“Questa è la mia ultima fuga”. Ha detto così agli inquirenti che lo arrestavano ad un mese dalla sua evasione Johnny lo Zingaro, alias di Giuseppe Mastini, ergastolano in fuga dal 30 giugno scorso quando non si era presentato alla scuola di polizia penitenziaria di Cairo Montenotte, in provincia di Savona, dove era stato assegnato a lavori utili. La polizia, con il contributo anche di investigatori di Lucca, lo ha bloccato a Taverne d’Arbia, in provincia di Siena. Stando a quanto ricostruito, si era rifugiato dai parenti della compagna, Giovanna Truzzi, 58 anni, anche lei evasa dagli arresti domiciliari a Pietrasanta, in Versilia.
Per gli inquirenti i due avrebbero organizzato insieme la fuga, per viversi la loro relazione d’amore. Ma le telefonate e i contatti con i parenti della donna hanno tradito i due fuggiaschi, che sono stati localizzati grazie alle intercettazioni telefoniche. Così Johnny lo Zingaro, ritenuto un porotagonista della Roma criminale degli anni 80 torna in cella.

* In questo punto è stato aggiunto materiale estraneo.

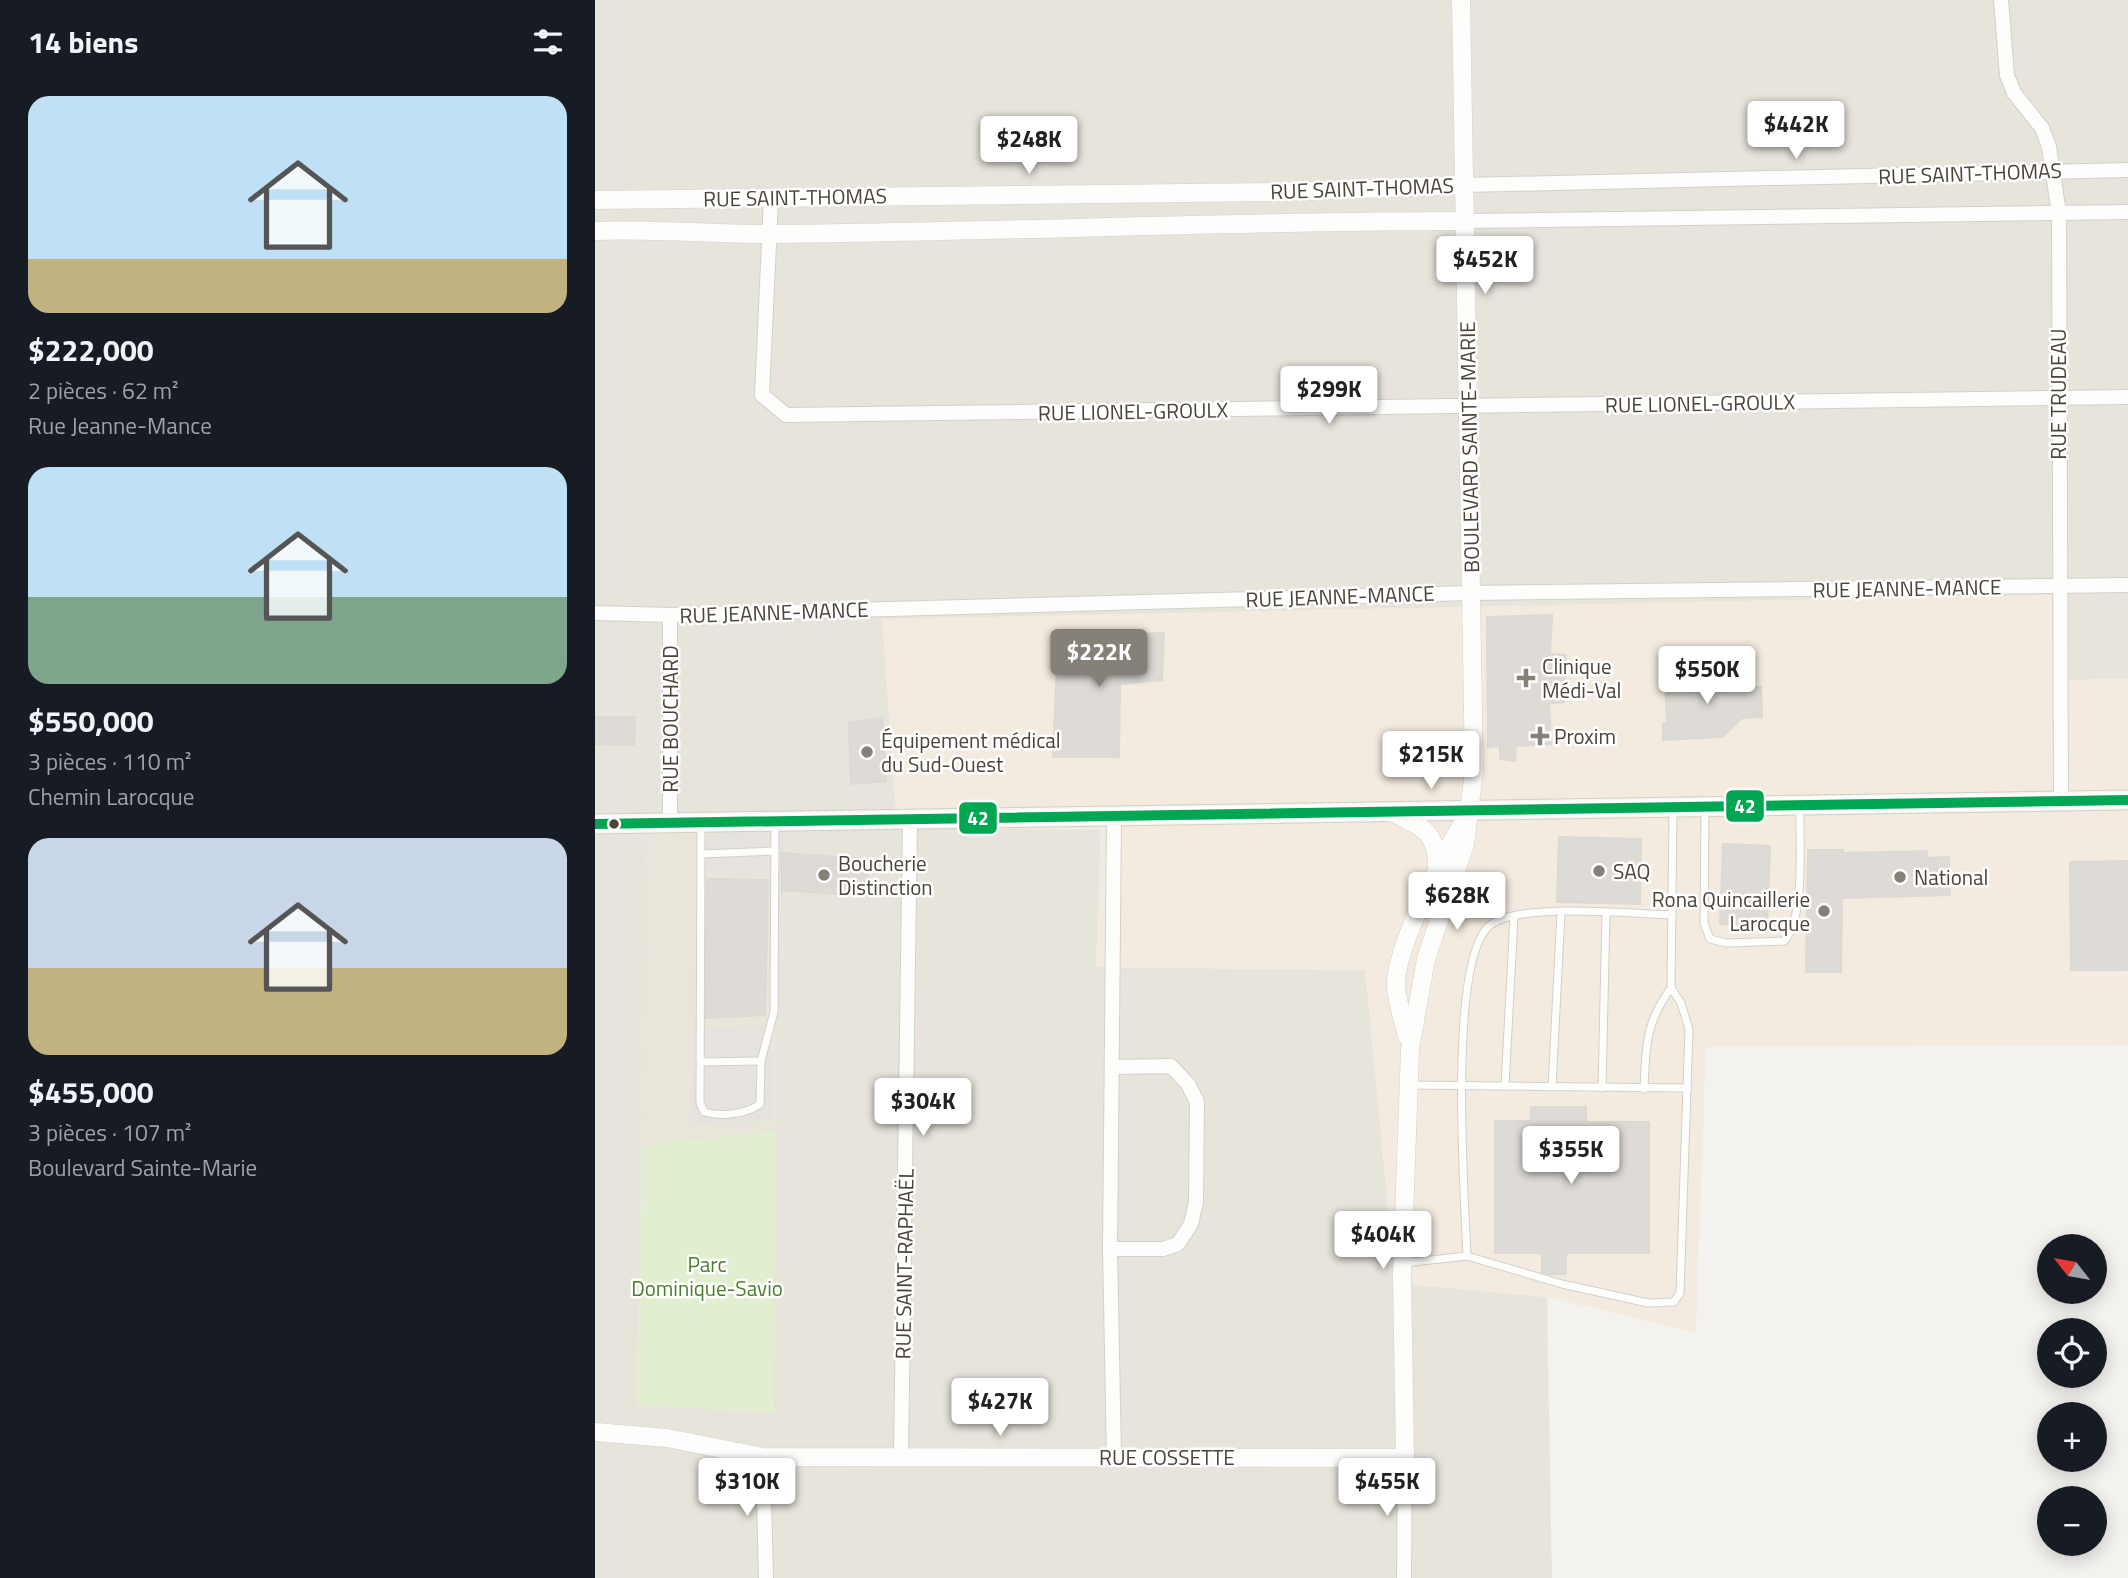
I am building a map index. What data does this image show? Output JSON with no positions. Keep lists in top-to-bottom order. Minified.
{"streets":{"street":["RUE SAINT-THOMAS","RUE TRUDEAU","RUE LIONEL-GROULX","BOULEVARD SAINTE-MARIE","RUE JEANNE-MANCE","RUE BOUCHARD","RUE SAINT-RAPHAËL","RUE COSSETTE"]},"crossings":[["RUE SAINT-THOMAS","RUE TRUDEAU"],["RUE SAINT-THOMAS","RUE LIONEL-GROULX"],["RUE SAINT-THOMAS","BOULEVARD SAINTE-MARIE"],["RUE TRUDEAU","RUE LIONEL-GROULX"],["RUE TRUDEAU","RUE JEANNE-MANCE"],["RUE LIONEL-GROULX","BOULEVARD SAINTE-MARIE"],["BOULEVARD SAINTE-MARIE","RUE JEANNE-MANCE"],["BOULEVARD SAINTE-MARIE","RUE COSSETTE"],["RUE JEANNE-MANCE","RUE BOUCHARD"],["RUE SAINT-RAPHAËL","RUE COSSETTE"]],"parks":["Parc Dominique-Savio"],"places":{"health":["Clinique Médi-Val","Proxim"],"other":["Équipement médical du Sud-Ouest","SAQ","Boucherie Distinction","National","Rona Quincaillerie Larocque"]},"lines":["transit line 42"],"north":"top left","page":{"heading":"14 biens","list":[{"name":"$222,000","note":"2 pièces · 62 m² · Rue Jeanne-Mance"},{"name":"$550,000","note":"3 pièces · 110 m² · Chemin Larocque"},{"name":"$455,000","note":"3 pièces · 107 m² · Boulevard Sainte-Marie"}],"price":["$442K","$248K","$452K","$299K","$222K","$550K","$215K","$628K","$304K","$355K","$404K","$427K","$310K","$455K"],"map_buttons":["+","−"]}}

Alfredo Fabbrocini, direttore della seconda divisione del Servizio Centrale Operativo della Polizia ha spiegato che all’operazione hanno lavorato oltre 50 uomini del reparto Squadra Mobile della Polizia di Cuneo, Lucca e Siena e della Polizia Penitenziaria. Fabbrocini ha aperto la conferenza stampa con il ricordo dei colleghi vittime di Johnny lo Zingaro, “Michele Giraldi, Mauro Petrangeli, Vittorio Bigi; parliamo di persone uccise o ferite e per i quali ci siamo sentiti in dovere d’impegnarci forse più di quanto siamo abituati a fare solitamente, per cercare di evitare che Johnny riuscisse o provasse a sottrarsi per l’ennesima volta alle maglie della giustizia”, ha detto Fabbrocini.